Stealthy Denial of Service (DoS) Attack Modelling and Detection for HTTP/2 Services
School of Science
A malicious attack that can prevent establishment of Internet connections to web servers is termed as a Denial of Service (DoS) attack; volume and intensity of which is rapidly growing thanks to the readily available attack tools and the ever-increasing network bandwidths. Contemporary web servers are increasingly vulnerable to such attacks. With the emergence of HTTP/2 as the successor of HTTP/1.x, existing techniques for detecting DoS attacks will not be entirely effective. Though nearly 90% of all contemporary web servers as yet have not migrated to HTTP/2, DoS attack modelling and detection is essential to prevent impending attacks of such kind from the adversary class. This study presents a model of DoS attack traffic that can be directed towards HTTP/2 web servers.
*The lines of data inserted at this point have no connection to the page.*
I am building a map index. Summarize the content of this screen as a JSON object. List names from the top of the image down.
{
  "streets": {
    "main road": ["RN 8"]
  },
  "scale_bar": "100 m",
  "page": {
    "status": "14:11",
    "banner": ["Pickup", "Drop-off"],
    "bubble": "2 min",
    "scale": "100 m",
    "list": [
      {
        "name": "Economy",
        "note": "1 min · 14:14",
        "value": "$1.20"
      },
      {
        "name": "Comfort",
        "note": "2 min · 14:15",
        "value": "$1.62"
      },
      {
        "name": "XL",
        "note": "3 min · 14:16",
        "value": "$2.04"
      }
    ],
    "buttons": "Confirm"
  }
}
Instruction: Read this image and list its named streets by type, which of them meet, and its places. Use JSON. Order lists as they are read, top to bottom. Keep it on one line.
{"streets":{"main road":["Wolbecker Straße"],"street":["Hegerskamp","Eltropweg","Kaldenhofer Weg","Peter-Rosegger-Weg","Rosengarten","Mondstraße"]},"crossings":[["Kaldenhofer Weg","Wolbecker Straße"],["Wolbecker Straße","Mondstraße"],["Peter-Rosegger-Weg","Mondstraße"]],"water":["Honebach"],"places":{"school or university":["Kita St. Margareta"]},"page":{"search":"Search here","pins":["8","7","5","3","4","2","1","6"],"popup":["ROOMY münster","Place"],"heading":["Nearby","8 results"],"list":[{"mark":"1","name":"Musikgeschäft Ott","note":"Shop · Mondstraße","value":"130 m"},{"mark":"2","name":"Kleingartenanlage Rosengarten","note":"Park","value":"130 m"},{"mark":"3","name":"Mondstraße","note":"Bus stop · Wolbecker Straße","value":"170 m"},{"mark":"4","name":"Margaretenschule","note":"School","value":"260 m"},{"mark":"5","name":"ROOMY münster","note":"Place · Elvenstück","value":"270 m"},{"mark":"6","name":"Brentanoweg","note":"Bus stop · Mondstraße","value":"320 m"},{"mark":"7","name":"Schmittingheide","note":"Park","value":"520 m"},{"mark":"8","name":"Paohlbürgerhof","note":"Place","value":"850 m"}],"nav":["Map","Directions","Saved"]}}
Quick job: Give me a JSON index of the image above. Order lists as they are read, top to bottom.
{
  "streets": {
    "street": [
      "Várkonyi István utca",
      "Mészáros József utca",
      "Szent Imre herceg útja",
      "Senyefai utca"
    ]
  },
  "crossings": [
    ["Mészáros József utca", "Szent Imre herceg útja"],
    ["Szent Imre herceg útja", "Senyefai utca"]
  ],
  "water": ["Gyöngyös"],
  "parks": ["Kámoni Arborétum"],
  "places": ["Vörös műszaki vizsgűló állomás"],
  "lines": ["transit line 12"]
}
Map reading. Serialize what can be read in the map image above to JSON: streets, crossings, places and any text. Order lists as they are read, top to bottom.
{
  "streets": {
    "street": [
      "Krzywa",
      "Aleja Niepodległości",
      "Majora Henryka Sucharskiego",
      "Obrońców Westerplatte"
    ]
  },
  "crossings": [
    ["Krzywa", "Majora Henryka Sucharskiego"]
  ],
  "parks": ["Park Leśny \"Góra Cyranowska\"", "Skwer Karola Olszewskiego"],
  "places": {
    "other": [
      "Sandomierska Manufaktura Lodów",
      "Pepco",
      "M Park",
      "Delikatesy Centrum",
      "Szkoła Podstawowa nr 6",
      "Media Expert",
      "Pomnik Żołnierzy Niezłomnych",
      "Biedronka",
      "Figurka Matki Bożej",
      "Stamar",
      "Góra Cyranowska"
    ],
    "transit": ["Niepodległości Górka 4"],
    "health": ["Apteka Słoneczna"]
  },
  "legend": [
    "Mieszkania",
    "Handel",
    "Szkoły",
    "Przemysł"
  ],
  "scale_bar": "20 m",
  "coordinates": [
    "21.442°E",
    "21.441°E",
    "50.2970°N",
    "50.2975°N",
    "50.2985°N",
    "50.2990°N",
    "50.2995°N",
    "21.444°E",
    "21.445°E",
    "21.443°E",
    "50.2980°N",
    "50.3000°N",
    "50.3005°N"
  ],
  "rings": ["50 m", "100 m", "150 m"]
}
The research conducted also extends previous studies that provided DoS attack models against HTTP/2 services, to present a novel and stealthy DoS attack variant that can disrupt routine web services, covertly. The attack traffic analysis conducted in this study employed four machine learning techniques, namely Naïve Bayes, Decision Tree, JRip and Support Vector Machines, and stealthy traffic properties are shown through having higher percentages of False Alarms. Results obtained through simulation show promise, and arguments are put forth on how future work can extend the proposed model to create further attack traffic models that may cause severe web service disruptions.